After leaving home for years, Wan does not return home until the occasion to celebrate his father’s birthday. Unfortunately on the night before the occasion, Sheung Shai Jo, the only son of Hang, steals his grandfather's present for his greed and as a result causes his grandfather to agitate and pass away while his mother pushed the blame to Hang, Wan and Sau-Hang.

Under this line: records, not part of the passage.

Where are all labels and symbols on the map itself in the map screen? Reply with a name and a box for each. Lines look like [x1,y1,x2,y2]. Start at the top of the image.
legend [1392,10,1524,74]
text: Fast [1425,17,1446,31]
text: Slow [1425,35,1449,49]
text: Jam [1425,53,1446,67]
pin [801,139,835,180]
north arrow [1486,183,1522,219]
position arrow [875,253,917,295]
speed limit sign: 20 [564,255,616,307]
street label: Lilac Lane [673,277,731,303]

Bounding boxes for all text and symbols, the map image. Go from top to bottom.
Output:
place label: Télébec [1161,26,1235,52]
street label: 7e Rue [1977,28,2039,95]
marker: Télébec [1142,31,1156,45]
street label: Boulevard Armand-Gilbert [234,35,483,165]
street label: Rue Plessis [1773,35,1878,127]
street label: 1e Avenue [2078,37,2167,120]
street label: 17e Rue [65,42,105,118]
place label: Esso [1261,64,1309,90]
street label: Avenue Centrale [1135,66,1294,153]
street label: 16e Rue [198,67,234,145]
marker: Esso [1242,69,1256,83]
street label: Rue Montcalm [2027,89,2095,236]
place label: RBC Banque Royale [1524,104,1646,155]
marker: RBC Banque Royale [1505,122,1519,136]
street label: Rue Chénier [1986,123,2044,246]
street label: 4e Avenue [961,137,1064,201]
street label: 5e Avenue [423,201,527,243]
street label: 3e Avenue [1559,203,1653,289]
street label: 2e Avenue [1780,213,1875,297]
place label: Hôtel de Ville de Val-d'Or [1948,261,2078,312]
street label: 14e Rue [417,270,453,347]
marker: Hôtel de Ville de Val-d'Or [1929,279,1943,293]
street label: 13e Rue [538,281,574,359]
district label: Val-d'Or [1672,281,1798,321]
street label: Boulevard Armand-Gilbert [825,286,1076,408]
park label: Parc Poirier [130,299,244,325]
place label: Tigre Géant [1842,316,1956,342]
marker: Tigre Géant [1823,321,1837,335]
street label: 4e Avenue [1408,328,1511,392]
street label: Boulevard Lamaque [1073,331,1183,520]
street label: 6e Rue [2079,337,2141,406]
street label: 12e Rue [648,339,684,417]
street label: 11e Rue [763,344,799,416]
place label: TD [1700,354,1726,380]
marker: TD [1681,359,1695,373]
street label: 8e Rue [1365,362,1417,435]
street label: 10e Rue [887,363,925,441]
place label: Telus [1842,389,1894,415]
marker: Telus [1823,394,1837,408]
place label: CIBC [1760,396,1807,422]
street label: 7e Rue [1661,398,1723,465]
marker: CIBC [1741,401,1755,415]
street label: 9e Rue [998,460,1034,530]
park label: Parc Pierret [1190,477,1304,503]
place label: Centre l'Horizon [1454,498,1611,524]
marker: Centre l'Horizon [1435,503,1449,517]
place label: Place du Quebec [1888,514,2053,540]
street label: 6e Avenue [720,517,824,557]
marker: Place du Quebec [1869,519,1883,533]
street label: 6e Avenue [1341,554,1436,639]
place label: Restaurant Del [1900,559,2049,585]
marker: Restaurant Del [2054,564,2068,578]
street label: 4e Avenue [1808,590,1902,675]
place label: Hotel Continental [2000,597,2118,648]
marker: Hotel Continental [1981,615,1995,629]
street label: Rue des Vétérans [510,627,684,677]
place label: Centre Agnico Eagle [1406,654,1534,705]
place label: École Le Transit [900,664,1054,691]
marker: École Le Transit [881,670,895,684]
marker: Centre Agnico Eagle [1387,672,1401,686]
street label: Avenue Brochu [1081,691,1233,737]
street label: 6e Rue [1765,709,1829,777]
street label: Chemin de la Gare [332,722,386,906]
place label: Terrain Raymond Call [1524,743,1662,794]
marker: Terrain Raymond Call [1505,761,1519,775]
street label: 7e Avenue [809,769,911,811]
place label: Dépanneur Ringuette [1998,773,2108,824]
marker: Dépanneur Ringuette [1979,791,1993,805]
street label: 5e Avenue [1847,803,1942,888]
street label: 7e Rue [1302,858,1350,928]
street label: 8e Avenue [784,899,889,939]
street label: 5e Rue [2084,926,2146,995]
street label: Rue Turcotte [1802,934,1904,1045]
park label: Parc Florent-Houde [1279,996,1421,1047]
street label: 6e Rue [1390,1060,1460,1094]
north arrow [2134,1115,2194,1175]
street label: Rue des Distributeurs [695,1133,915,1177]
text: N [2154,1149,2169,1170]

As a result, all the evil deeds and secrets of the family are revealed one by one as the dark age of the family approaches...

==Cast==

| Cast | Role | Description |
|---|---|---|
| Kong Hon (江漢) | Sheung Joi San 尚在山 | Sheung Heng, Sheung Wan's father |
| Paul Chun | Sheung Heng 尚鏗 | Sheung Wan's older brother Tsoi Siu Dip, Lin Nin Wong, Cheng Sau Hang and Ha Fei Fei's husband Sheung Ho Yi, Sheung Shai Jo and Chau Kok's father Main Villain |
| Nancy Sit | Tsoi Siu Dip 賽小蝶 | Sheung Hang's wife Sheung Ho Yi's mother Semi-villain |
| Rebecca Chan | Lin Nin Wong 連年旺 | Sheung Hang's wife Sheung Shai Jo's mother Villain |
| Christine Ng | Cheng Sau Hang 程秀杏 | Sheung Hang's wife Sheung Wan's ex-girlfriend Main Villain |
| Nancy Wu | Ha Fei Fei 夏霏霏 | Sheung Hang's wife Sham Sung Hei's lover Villain |
| Charmaine Li | Sheung Ho Yi 尚可怡 | Sheung Hang and Tsoi Siu Dip's daughter Sheung Shai Jo's half sister |
| Mat Yeung (揚 明) | Sheung Shai Jo 尚世祖 | Sheung Hang and Lin Nin Wong's son Sheung Ho Yi's half brother |
| Ng Wai Kwok (伍衛國) | Sheung Wan 尚 鋆 | Sheung Hang's younger brother Sham Wing Tung's husband Ching Sau Hang's ex-boyfriend |
| Winnie Yeung (楊婉儀) | Sham Wing Tung 沈詠彤 | Sheung Wan's wife Sham Sung Hei's older sister |
| Jack Wu | Chau Chi Shing 周至誠 | Chau Kok's husband |
| Shirley Yeung | Chau Kok 秋菊 | Cheng Sau Hang's servant Sheung Hang's daughter Sheung Ho Yi and Sheung Shai Jo's half sister Chau Chi Shing's wife |
| Eric Li (李天翔) | Sham Sung Hei 沈崇熙 | Sham Wing Tung's younger brother Ha Fei Fei's lover |

==Viewership ratings==

|  | Week | Episode | Average Points | Peaking Points | References |
|---|---|---|---|---|---|
| 1 | April 28 - May 2, 2008 | 1 — 5 | 29 | 33 |  |
| 2 | May 5–9, 2008 | 6 — 10 | 29 | 33 |  |
| 3 | May 12–16, 2008 | 11 — 15 | 31 | 36 |  |
| 4 | May 19–23, 2008 | 16 — 21 | 34 | 40 |  |

==Awards and nominations==
41st TVB Anniversary Awards (2008)

Nominations
- "Best Drama"
- "Best Actress in a Leading Role" (Nancy Sit - Choi Siu-Dip)
- "Best Actress in a Supporting Role" (Nancy Wu - Ha Fei-Fei)
- "My Favourite Female Character" (Christine Ng - Ching Sau-Hang)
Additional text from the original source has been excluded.